From: Debbie Nicholas (Debbie.Nicholas_at_TeacherArtExchange)
Date: Mon Feb 09 2009 - 07:49:13 PST

When beginning a project in my classroom I have the students write 5 items on the back of the paper: name, date you began the project, title of the project, grading criteria for the project and the directions for the project. The grading criteria works like a rubric and changes from project to project depending on what we are studying at the time. On the board I have the criteria and directions along with the objective. If some parts of the criteria need stressing then I will have parts weight different.

debbie nicholas
Texas High School
Art Teacher

-----Original Message-----
From: []
Sent: Monday, February 09, 2009 9:43 AM
To: TeacherArtExchange Discussion Group
Subject: Re:[teacherartexchange] teacherartexchange digest: February 08, 2009

I like the universal approach here to grading but I often have trouble with rubrics. It seems that you can earn points on a rubric but still not have an amazing art piece, just as you can have this amazing piece of art that doesn't touch all of the points.
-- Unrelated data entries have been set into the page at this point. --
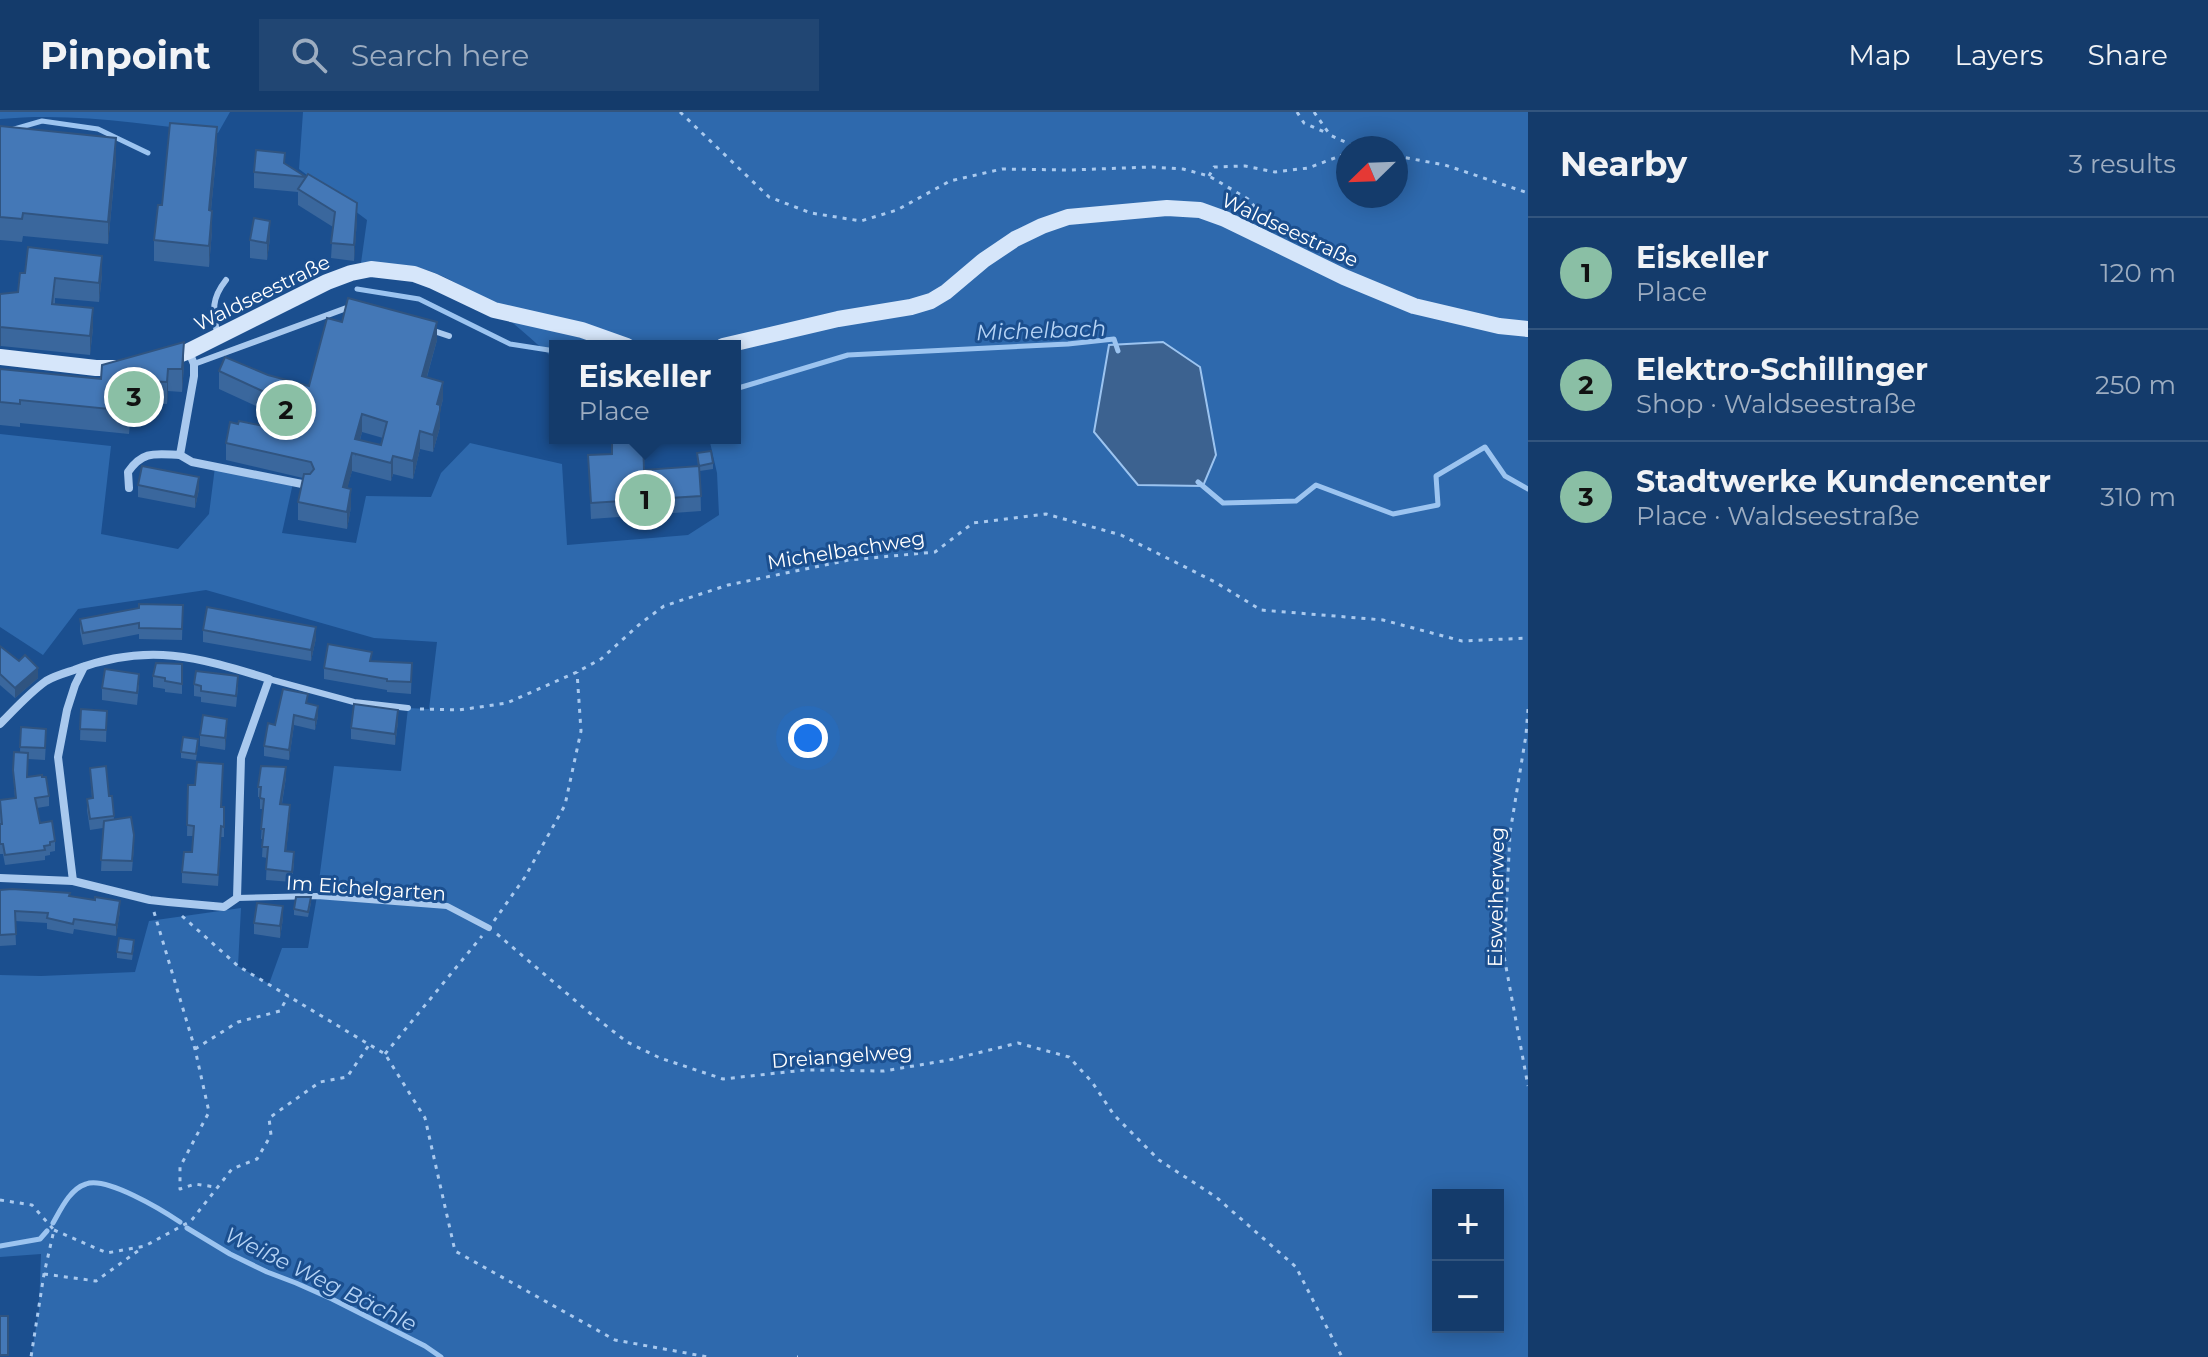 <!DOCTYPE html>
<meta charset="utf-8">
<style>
:root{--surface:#143b6b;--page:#214673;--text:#f1f3f6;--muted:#9dadc1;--line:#33557e;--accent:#8abfa5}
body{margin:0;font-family:Montserrat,sans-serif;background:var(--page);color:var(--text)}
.controls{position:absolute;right:24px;bottom:24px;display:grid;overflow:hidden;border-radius:0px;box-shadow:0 4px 20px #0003}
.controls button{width:72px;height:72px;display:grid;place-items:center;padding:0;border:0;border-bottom:2px solid var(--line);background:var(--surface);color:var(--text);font:40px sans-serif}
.compass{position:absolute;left:1336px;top:24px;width:72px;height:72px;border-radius:50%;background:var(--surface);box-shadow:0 4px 20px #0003;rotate:247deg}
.you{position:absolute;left:808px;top:626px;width:28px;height:28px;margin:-20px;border:6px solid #fff;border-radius:50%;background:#1a73e8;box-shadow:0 0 0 12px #1a73e833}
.badge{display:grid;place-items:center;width:52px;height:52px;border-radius:50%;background:var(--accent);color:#111;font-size:26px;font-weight:700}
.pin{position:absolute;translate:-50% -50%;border:4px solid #fff;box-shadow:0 2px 8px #0006}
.popup{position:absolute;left:549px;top:228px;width:192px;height:104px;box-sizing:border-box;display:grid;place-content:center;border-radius:0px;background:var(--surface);filter:drop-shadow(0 2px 6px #0005);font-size:26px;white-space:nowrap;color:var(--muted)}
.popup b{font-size:30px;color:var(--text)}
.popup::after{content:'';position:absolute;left:50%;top:100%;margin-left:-16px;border:16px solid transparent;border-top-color:var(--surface)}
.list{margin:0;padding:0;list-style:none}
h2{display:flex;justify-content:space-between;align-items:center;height:104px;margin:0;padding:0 32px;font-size:34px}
h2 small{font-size:26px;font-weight:400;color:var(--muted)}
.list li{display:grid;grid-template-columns:52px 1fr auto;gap:24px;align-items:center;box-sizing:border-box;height:112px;padding:0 32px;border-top:2px solid var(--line)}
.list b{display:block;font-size:30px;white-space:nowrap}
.list p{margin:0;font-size:26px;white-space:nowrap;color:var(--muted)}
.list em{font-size:26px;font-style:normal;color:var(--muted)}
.icon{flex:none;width:44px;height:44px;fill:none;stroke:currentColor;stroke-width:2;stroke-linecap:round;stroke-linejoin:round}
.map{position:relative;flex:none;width:1528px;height:1245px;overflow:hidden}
header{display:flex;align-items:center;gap:48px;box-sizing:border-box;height:112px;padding:0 40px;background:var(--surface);border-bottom:2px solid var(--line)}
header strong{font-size:38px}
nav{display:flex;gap:44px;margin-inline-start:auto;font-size:28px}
.search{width:560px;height:72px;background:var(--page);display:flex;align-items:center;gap:20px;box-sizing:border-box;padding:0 28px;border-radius:0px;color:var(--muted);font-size:30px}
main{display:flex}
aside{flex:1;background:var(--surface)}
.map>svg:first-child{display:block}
.green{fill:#2e69ad;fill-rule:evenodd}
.water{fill:#3c6290;stroke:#9cc4f0;stroke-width:2}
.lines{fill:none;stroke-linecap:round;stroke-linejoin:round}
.stream{stroke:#9cc4f0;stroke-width:5}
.path{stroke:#a9c9ee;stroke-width:3;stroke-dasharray:4 6;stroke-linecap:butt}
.lane{stroke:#a9c9ee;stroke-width:6}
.street{stroke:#a9c9ee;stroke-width:8}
.secondary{stroke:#d6e6fa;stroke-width:16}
.wall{fill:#3a679d;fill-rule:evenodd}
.shaded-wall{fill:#305480}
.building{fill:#4478b7;stroke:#305480;stroke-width:2;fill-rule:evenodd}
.labels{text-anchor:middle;stroke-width:6;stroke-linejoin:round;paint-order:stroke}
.street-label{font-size:20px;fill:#fff;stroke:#1b4f8f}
.water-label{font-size:22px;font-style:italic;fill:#b5d3f5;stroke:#1b4f8f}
</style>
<header>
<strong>Pinpoint</strong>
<div class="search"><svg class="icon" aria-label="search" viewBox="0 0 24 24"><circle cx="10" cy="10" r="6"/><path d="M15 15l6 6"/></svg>Search here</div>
<nav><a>Map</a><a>Layers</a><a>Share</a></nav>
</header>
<main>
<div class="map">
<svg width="1528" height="1245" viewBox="0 0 1528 1245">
<rect width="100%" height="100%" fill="#1b4f8f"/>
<g class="green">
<path d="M0,0H230L218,21C146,12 73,0 0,7Z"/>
<path d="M303,0H1528V1245H31L39,1197L41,1142L0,1145V863L41,864L135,860L149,809L241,796L238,854L269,872L282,836H308L317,784L334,654L401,659L408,596L429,597L437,530L374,526L206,478L78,497L43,543L0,515V322L111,334L101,422L178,437L209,402L215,355L293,371L282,421L356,431L366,384L431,385L441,361L470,331L562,352L567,433L688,423L719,403L717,361L709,326H735V234H555V248C518,215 481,180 435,161C411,151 385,152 361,151L367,108L299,57ZM1348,36H1396V84H1348ZM1438,1083H1498V1215H1438Z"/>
</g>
<polygon class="water" points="1163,230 1200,255 1216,343 1203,374 1138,373 1094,320 1109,233"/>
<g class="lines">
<g class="stream">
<polyline points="0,21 42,9 98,17 148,41"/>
<polyline points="357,177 419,187 510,232 555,239"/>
<polyline points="735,277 848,243 1068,232 1114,227 1118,239"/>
<polyline points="1198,370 1223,391 1296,389 1316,373 1393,402 1438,393 1436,364 1485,335 1505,364 1528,377"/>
<path d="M53,1111C61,1097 70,1077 86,1072C106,1064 162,1098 180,1110"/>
<polyline points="187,1116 230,1142 267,1160 296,1171 332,1187 425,1234 441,1245"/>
<polyline points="0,1134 40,1127 47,1119"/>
</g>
<g class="path">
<polyline points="680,0 769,85 811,101 861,109 897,98 950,69 1002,57 1070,58 1152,55 1183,57 1209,64 1248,87 1267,109"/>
<polyline points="1297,0 1304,11 1327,21"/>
<polyline points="1314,0 1330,23 1358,36"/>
<polyline points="1396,44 1445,53 1528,81"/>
<polyline points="1209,64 1214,55 1245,54 1275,60 1308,56 1348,41"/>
<polyline points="420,597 459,598 507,591 577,560 601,547 641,511 664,494 728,473 849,448 935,440 973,411 1046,402 1121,423 1215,470 1261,498 1383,508 1462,529 1528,526"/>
<polyline points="1528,597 1526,623 1510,721 1504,844 1528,974"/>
<polyline points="154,800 195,937 209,1000 180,1055 180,1077 195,1072 215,1075"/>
<polyline points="182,804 238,854 385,942 425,1006 455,1139 615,1228 708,1245"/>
<polyline points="494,809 525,765 565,693 581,619 577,560"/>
<polyline points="497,822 591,902 627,930 660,946 723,967 805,958 884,959 949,948 1018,931 1069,945 1092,970 1114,1003 1159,1048 1216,1085 1296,1155 1342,1245"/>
<polyline points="195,937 238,910 280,899 288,884"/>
<polyline points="385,942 482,824"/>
<polyline points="0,1088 32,1093 54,1118 44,1162 31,1245"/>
<polyline points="54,1118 107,1141 145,1134 191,1109 232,1057 257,1047 271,1023 269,1006 320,970 347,965 369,933"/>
<polyline points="44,1162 96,1169 142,1136"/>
<polyline points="797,1245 798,1245"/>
</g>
<g class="lane">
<polyline points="431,218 449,224"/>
<path d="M217,221C213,198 211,187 226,168"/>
<polyline points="194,252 352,194"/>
<polyline points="269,567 354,590 408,596"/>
<polyline points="237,786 317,784 447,794 489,816"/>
</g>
<g class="street">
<polyline points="180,343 192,350 307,373"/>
<path d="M129,376L128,360C143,338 156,342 180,343L194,264V252L189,240"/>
<path d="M0,612C14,598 29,581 46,569C54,564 65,561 74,558C148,530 198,545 269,567L241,646L237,786L224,795L168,790L150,788L73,769L0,766"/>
<polyline points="73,769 58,645 67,598 75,573 84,555"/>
</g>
<g class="secondary">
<polyline points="723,234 838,207 911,195 931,189 946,180 984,148 1015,127 1042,114 1068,105 1167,96 1200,98 1225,107 1344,165 1414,194 1499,214 1528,217"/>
<polyline points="0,245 96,256 124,256"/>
<polyline points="166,248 189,239 327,170 351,161 371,157 414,162 433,169 494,198 582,218 627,234"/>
</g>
</g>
<g class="wall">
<polygon points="0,14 116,49 108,132 23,124 22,130 0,128"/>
<polygon points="217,36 211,98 212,119 209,155 154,149 154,128 162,93"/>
<polygon points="285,52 306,65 357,107 354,149 331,146 333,115 298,93 298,80 254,76 254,60"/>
<polygon points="270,126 267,148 250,146 250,128"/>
<polygon points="20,161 102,163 99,190 55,186 55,192 93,216 90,243 1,234 0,182 18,180"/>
<path d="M342,210L437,228L427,265L443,287L440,299V315L433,340L420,337L413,367L393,362L391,369L352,359L347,376L351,395L347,417L298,408V390L303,366L226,348V331L238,312L264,314L267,299L219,277V259L268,263L309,274ZM362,320L383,326L381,333L360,328Z"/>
<polygon points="184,253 182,280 168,279 167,292 145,291 144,312 130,311 129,322 20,311 20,315 0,313 0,257 101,267"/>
<polygon points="611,326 643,326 644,358 698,354 697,341 713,351 713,357 700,359 701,399 591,407 588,343 612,342"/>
<polygon points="138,373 199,377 195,396 138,385"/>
<polygon points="183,493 182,528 139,527 139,522 83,533 80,519 80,507"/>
<polygon points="203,518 316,526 311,549 203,530"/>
<polygon points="0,534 38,566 15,586 0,573"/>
<polygon points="372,549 412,551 411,582 387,580 387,578 324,567 324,556"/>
<polygon points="182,552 182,582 165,580 165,577 153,575 153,564"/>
<polygon points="194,572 238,575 236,595 201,590 201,585 194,584"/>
<polygon points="139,573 137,593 102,588 102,576"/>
<polygon points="308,591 318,604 315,618 294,613 289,648 264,644 264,634 275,613"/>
<polygon points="81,597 107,599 106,630 80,628"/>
<polygon points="398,610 395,633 351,627 351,616"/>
<polygon points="21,615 46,629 45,648 28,647 28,665 49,684 49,694 37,696 40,711 55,729 55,739 50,740 50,743 45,744 45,748 5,753 3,742 0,742 0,688 15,687 13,658 20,640"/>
<polygon points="227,618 225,638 200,634 200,623"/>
<polygon points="198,633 196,648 181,646 181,640"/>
<polygon points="90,656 109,684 112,684 114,707 134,734 132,759 101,759 103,716 90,718 87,698 87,687 92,687"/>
<polygon points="286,665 282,692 290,703 286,740 294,751 292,770 266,768 267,746 262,745 263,727 261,727 263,697 260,697 260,685 258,685 258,675"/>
<polygon points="188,673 221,695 224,695 224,725 221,725 218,774 182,771 182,760 192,740 193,724 187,724"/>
<polygon points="0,778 70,784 120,799 116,824 74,817 73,822 47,817 47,811 15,809 16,833 0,834"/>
<polygon points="311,791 308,805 294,803 294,797"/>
<polygon points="283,806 280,826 254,822 254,811"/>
<polygon points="134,834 132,848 117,846 117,840"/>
</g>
<g class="shaded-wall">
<polygon points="217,15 217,36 209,119 209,98"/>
<polygon points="116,26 116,49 108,132 108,110"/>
<polygon points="357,91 357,107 354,149 354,133"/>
<polygon points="212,99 212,119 209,155 209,134"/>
<polygon points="270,109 270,126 267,148 267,131"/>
<polygon points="102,144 102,163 99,190 99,171"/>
<polygon points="93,196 93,216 90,243 90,224"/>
<polygon points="437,210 437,228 422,282 422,264"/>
<polygon points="1,214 1,234 0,234 0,215"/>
<polygon points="184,230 184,253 182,280 182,257"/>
<polygon points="168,257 168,279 167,292 167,270"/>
<polygon points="443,270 443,287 440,299 440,315 433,340 433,323 437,292"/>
<polygon points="362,302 362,320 355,345 355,327"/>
<polygon points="420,319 420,337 413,367 413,349"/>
<polygon points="352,341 352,359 343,393 343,375"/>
<polygon points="393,344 393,362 391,369 391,351"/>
<polygon points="199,365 199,377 195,396 195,385"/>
<polygon points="351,377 351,395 347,417 347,400"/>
<polygon points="316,515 316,526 311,549 311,538"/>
<polygon points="38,556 38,566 15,586 15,576"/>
<polygon points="318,594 318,604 315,618 315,608"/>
<polygon points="398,598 398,610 395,633 395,622"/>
<polygon points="294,603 294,613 289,648 289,638"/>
<polygon points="227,607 227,618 225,638 225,626"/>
<polygon points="286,655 286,665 280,702 280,692"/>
<polygon points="290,693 290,703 285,750 285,739"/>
<polygon points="120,789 120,799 116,824 116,813"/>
<polygon points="283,794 283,806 280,826 280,814"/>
</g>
<g class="building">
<polygon points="170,11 217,15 209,98 212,99 209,134 154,128 158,93 162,93"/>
<polygon points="0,14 116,26 108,110 23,101 22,107 0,105"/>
<polygon points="256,38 285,41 284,51 306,65 308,62 357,91 354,133 331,131 335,100 298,77 306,65 254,60"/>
<polygon points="254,106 270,109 267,131 250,128"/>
<polygon points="28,135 102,144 99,171 55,166 52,192 93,196 90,224 0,215 0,182 18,180 20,161 25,161"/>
<path d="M348,186L437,210L422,264L443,270L437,292L440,293V298L433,323L420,319L413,349L393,344L391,351L352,341L343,375L351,377L347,400L298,390L304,362H310L314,357L311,350L226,331L230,310L238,312L239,309L264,314L271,283L219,259L225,245L268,263L309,274L327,206L342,210ZM362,302L387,310L381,333L355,327Z"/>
<polygon points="184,230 182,257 168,257 167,270 145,269 144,289 130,288 129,299 20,288 20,292 0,290 0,257 101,267 102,253"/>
<polygon points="612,326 643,326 644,358 699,354 701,384 591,391 588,343 612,342"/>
<polygon points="711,339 713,351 699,354 697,341"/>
<polygon points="142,354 199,365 195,385 138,373"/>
<polygon points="139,492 183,493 182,517 139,516 139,511 83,521 80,507 139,496"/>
<polygon points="207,495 316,515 311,538 203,518"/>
<polygon points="328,532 372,540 370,549 412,551 411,570 387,569 387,567 324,556"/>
<polygon points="0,534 19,549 25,543 38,556 15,576 0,562"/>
<polygon points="156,551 182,552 182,572 165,569 165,566 153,564"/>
<polygon points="105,557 139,562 137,581 102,576"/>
<polygon points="196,559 238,564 236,584 201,579 201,574 194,572"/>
<polygon points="283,577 308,582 306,591 318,594 315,608 294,603 289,638 264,634 268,611 275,613"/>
<polygon points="354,592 398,598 395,622 351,616"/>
<polygon points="81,597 107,599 106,618 80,617"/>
<polygon points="203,603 227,607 225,626 200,623"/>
<polygon points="21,615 46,617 45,636 20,635"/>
<polygon points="183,625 198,627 196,642 181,640"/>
<polygon points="14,640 28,641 27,665 42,663 42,665 46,665 49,684 35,686 40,711 52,709 55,729 50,730 50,733 44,734 45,738 5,743 3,732 0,732 0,712 2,712 0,688 16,686 13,658"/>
<polygon points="197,650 223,652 221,695 224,695 224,715 221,714 218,763 182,760 184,740 192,740 194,714 187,713 188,673 195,673"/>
<polygon points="106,654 109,684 112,684 114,704 90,707 87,687 93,686 90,656"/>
<polygon points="261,654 286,655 280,692 290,693 285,739 294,740 292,760 266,757 268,735 262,735 264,717 261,717 264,687 260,686 261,675 258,675"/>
<polygon points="131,705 134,723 132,749 101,748 104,709"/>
<polygon points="12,777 70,781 69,784 95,788 95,785 120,789 116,813 74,807 73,812 47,806 48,801 15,799 16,822 0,823 0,778"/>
<polygon points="296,785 311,785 308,800 294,797"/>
<polygon points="257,791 283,794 280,814 254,811"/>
<polygon points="119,826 134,828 132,842 117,840"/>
<rect x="0" y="1204" width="8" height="39"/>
</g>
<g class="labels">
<g class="street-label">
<text transform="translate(1290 118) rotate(25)" y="7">Waldseestraße</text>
<text transform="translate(262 181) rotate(-26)" y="7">Waldseestraße</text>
<text transform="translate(846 438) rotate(-9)" y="7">Michelbachweg</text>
<text transform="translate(366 776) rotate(4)" y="7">Im Eichelgarten</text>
<text transform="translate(1496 785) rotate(-89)" y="7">Eisweiherweg</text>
<text transform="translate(842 944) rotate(-4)" y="7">Dreiangelweg</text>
</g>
<g class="water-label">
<text transform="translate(1041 218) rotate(-2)" y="8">Michelbach</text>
<text transform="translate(321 1167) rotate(26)" y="8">Weiße Weg Bächle</text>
</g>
</g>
</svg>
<div class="controls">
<button>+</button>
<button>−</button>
</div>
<svg class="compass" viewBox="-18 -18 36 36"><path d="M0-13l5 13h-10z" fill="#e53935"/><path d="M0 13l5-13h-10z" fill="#9dadc1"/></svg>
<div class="you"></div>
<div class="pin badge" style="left:645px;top:388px">1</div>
<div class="popup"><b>Eiskeller</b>Place</div>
<div class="pin badge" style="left:286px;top:298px">2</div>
<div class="pin badge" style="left:134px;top:285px">3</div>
</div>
<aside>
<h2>Nearby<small>3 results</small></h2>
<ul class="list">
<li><span class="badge">1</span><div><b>Eiskeller</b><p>Place</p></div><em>120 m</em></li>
<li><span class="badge">2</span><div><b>Elektro-Schillinger</b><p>Shop · Waldseestraße</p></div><em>250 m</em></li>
<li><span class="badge">3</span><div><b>Stadtwerke Kundencenter</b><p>Place · Waldseestraße</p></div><em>310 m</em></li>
</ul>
</aside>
</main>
I think mutual trust and guidance is crucial in the grading process, as well as the comments and discussions involved.
Jane C

From: <>
Date: Sun, 8 Feb 2009 22:04:53 -0800
X-Message-Number: 12
This is always a great question in art. Rubrics are by far the best way
to go. Ideally, I'd like to use a separate rubric for each assignment
in my course but I have found using one standard rubric makes grading
more efficient for me and more consistent for students.
I assess every major studio assignment the same way.